La concentration des médias dans les mains d’un petit nombre d’hommes d’affaires est de plus en plus dénoncée ces dernières années, en France comme ailleurs. Cependant, la main mise que Vincent Bolloré semble avoir sur les lignes éditoriales de plusieurs médias d’envergure dans l’hexagone sème le doute sur l’indépendance de ces derniers. Retour sur les leviers d’action et l’impact de Vincent Bolloré sur la pluralité d’opinions dans les médias en France.
Un empire tentaculaire
Les possessions de Vincent Bolloré dans le milieu audiovisuel ainsi que l’influence qu’il exerce sur ses entreprises sont aujourd’hui de notoriété publique. Cependant son emprise s’étend bien au-delà de Canal, dans les médias, la communication et l’édition.

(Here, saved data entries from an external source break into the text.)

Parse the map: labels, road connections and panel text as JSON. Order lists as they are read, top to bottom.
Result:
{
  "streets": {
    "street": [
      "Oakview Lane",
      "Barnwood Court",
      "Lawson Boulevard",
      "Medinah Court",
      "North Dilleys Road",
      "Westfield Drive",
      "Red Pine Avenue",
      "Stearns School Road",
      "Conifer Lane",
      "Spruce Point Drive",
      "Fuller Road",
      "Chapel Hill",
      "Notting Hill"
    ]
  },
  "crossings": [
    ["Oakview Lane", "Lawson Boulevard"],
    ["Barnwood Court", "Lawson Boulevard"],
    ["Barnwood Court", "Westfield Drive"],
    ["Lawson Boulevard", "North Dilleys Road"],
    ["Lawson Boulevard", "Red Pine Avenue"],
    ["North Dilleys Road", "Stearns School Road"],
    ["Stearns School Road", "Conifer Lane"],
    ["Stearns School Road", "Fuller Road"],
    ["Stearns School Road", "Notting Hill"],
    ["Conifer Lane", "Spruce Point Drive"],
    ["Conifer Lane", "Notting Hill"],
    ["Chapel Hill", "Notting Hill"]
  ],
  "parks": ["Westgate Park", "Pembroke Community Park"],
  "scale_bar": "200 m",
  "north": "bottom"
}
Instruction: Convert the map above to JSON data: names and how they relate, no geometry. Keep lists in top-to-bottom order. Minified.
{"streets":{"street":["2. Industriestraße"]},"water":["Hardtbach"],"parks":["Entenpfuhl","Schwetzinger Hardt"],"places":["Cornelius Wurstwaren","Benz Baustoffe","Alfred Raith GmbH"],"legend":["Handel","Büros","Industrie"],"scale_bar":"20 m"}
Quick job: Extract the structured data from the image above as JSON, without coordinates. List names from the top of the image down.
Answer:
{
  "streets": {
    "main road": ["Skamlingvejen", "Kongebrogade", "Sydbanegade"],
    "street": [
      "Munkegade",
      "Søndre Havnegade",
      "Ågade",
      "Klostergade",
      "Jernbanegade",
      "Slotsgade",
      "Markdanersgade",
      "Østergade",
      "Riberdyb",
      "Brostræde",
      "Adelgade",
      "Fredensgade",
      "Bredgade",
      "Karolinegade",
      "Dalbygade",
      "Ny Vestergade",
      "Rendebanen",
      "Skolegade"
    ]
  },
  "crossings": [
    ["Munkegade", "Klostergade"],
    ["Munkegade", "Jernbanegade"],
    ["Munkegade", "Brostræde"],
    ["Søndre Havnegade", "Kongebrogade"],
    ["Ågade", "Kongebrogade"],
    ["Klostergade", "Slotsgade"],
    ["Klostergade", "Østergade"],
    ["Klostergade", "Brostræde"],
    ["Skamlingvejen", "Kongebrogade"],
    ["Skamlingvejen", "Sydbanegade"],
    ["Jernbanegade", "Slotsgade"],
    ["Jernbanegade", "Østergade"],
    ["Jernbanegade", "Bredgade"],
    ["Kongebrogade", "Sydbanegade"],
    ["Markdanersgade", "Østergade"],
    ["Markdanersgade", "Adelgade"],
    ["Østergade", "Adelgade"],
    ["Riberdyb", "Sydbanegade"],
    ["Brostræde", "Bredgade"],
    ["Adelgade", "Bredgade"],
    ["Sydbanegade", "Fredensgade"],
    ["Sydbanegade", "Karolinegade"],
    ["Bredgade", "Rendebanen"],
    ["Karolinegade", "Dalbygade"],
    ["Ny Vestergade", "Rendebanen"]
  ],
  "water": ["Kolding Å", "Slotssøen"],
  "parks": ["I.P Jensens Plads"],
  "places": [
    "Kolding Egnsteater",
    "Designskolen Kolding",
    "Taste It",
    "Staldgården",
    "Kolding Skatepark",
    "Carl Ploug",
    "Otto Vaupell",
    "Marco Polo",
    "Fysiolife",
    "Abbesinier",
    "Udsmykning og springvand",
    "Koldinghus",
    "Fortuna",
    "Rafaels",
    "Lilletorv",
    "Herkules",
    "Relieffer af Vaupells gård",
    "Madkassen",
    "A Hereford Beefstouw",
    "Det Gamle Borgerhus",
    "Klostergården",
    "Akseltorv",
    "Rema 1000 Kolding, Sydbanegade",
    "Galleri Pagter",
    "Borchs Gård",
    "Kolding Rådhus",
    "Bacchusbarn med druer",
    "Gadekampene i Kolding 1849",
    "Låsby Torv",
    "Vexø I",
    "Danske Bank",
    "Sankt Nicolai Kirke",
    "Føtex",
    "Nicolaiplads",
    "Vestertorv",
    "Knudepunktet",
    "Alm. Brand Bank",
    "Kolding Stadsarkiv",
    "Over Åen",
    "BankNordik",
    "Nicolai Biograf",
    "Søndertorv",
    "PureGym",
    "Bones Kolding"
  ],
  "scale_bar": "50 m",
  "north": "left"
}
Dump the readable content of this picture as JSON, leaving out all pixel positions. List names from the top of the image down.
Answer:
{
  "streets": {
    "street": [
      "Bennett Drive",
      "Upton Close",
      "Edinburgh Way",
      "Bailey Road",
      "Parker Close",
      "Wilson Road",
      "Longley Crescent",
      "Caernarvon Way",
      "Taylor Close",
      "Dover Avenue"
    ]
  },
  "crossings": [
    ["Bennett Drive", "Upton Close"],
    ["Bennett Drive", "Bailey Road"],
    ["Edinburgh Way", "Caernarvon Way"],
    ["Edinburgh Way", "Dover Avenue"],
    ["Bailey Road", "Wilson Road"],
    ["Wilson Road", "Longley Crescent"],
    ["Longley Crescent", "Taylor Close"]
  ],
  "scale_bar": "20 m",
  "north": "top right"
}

Bien qu’il ne soit pas le seul propriétaire des sociétés en question, il est l’actionnaire majoritaire des groupes Bolloré et Vivendi qui contrôlent le Groupe Canal + (Canal +, C8, Cnews, Studio Canal) et Lagardère (Europe 1, Paris Match) pour ce qui est des géants de l’audiovisuel, mais aussi l’entreprise de communication mondiale Havas et groupe d’édition Éditis (Robert Laffont et Nathan notamment), deuxième groupe d’édition en France derrière Hachette. D’autres acquisitions sont moins connues : Prisma Media, entreprise spécialisée dans la presse dite « féminine » est rachetée en 2021 par Vivendi et est composée de nombreux médias, plus petits, mais pour certains très connus des jeunes générations tels que Oh My Mag ! ou encore Simone Média, qui sont exclusivement diffusés sur les réseaux sociaux.
Le problème qui se pose alors n’est pas tant celui de la possession des médias que celui de leur concentration, surtout quand cette dernière s’accompagne d’un interventionnisme prononcé des actionnaires majoritaires, un phénomène que Vincent Bolloré représente, voire incarne.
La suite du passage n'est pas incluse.